◆ Provided records:
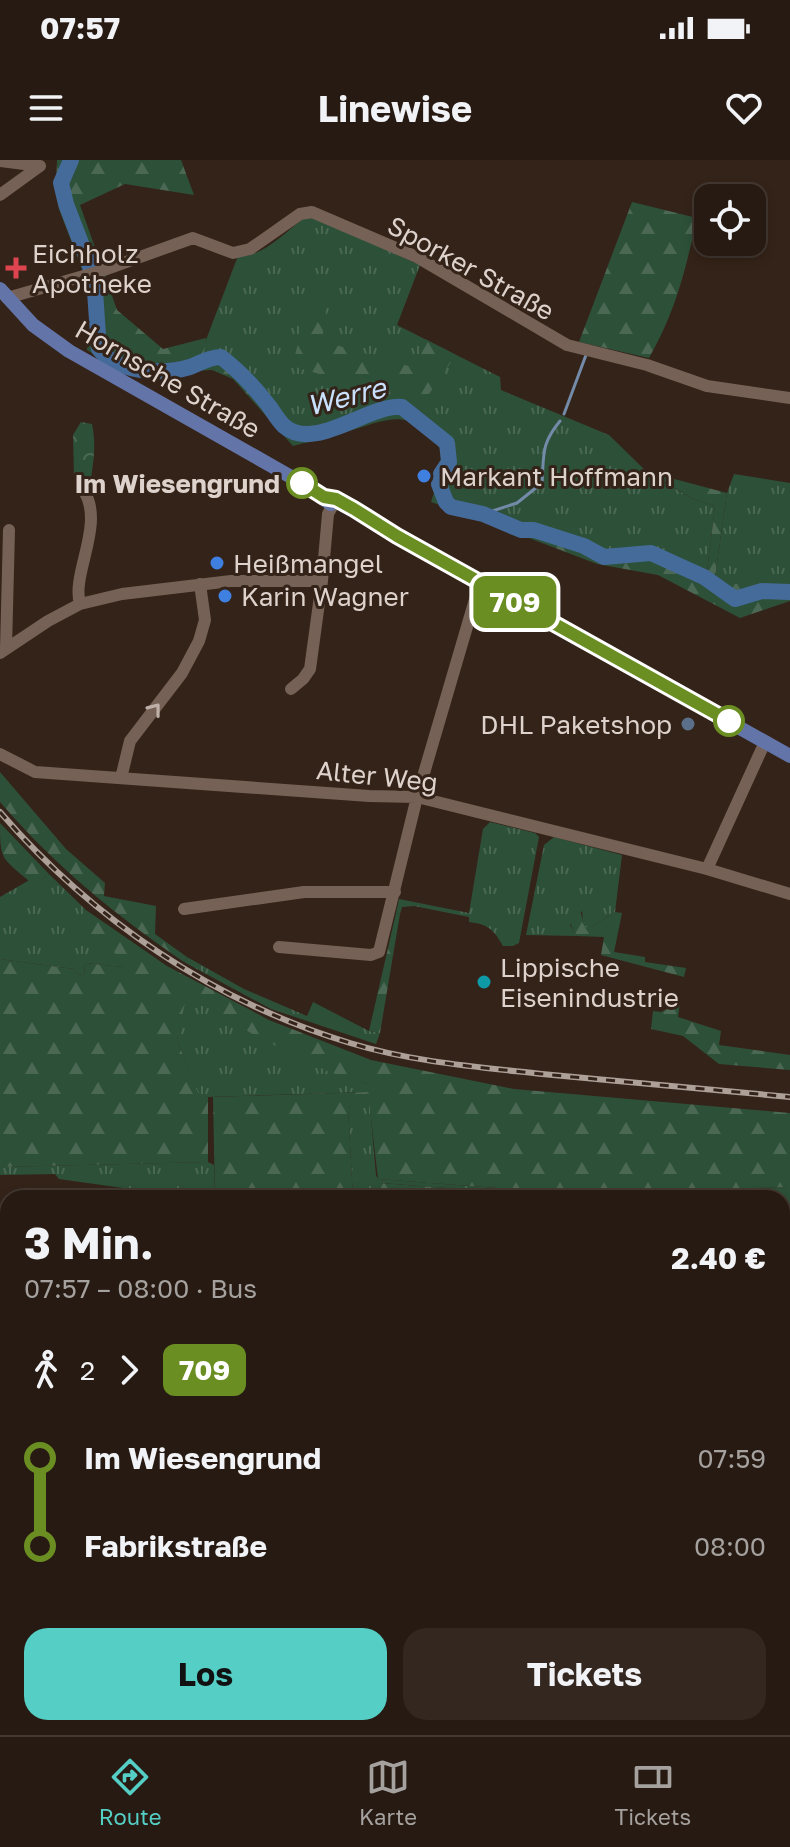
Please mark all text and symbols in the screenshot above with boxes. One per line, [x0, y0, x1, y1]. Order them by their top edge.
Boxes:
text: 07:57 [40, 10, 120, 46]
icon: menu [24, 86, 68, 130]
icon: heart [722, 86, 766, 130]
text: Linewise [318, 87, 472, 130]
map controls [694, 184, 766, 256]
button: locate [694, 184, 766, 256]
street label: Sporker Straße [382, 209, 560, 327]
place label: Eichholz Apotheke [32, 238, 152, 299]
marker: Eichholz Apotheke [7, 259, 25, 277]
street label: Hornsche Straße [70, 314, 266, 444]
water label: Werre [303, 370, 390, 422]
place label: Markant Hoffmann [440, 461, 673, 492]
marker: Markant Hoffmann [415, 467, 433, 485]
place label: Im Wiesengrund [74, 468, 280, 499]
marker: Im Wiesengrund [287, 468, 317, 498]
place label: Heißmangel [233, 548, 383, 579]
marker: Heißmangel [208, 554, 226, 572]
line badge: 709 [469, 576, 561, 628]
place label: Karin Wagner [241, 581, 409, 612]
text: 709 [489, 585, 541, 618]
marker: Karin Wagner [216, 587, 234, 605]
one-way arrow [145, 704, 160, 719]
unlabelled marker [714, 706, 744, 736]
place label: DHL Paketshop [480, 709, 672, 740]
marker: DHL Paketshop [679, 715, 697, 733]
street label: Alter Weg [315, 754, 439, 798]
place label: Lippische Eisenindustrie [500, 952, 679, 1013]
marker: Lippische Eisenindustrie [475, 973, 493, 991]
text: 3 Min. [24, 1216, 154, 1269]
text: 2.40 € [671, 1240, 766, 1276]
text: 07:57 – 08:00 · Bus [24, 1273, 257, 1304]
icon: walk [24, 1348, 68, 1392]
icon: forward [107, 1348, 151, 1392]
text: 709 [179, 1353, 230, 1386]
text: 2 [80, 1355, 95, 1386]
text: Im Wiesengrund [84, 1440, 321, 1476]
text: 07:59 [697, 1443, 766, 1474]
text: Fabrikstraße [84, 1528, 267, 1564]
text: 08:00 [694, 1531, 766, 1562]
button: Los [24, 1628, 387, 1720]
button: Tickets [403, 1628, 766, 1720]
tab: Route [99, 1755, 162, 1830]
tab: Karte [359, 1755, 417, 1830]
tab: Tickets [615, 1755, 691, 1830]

--

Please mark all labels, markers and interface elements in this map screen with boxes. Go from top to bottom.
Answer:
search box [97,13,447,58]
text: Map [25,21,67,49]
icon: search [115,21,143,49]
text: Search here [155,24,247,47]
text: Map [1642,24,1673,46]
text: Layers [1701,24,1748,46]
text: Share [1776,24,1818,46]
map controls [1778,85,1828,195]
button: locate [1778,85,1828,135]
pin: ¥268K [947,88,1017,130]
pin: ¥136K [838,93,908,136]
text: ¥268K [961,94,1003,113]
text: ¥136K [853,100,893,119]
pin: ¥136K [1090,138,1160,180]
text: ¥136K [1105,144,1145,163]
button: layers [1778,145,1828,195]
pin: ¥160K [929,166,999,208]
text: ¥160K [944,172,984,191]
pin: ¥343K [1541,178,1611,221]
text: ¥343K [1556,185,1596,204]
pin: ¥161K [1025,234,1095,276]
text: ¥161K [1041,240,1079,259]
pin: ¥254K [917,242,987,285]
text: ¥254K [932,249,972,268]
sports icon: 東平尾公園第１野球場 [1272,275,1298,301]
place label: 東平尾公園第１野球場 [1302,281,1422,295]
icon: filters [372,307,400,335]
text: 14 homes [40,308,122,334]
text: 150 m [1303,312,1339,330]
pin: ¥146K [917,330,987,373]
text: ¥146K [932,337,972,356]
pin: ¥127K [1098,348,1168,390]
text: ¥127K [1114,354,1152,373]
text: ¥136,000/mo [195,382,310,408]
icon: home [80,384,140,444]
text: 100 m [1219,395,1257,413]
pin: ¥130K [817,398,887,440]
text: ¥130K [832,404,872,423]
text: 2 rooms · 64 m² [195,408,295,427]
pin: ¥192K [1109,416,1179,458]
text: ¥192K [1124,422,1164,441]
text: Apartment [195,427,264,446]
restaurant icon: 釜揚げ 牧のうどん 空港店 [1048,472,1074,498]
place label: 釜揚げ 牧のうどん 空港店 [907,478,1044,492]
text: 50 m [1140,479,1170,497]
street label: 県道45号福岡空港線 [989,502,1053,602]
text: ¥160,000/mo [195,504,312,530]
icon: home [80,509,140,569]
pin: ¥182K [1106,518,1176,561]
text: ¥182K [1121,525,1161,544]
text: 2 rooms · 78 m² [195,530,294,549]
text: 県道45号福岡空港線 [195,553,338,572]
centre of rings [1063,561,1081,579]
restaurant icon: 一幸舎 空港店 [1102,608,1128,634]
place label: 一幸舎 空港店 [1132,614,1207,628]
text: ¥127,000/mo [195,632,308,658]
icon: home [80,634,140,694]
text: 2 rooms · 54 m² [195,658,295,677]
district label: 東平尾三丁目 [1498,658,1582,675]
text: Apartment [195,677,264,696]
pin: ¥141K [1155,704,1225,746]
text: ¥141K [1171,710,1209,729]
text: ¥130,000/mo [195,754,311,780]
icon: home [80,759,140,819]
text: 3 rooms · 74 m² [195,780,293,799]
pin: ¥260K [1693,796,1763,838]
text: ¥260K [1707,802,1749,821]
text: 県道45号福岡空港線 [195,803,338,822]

◆ What you have to do:
Among the lines above, which contain the word "Eisenindustrie"? Copy every one.

◆ Output of the exercise:
place label: Lippische Eisenindustrie [500, 952, 679, 1013]
marker: Lippische Eisenindustrie [475, 973, 493, 991]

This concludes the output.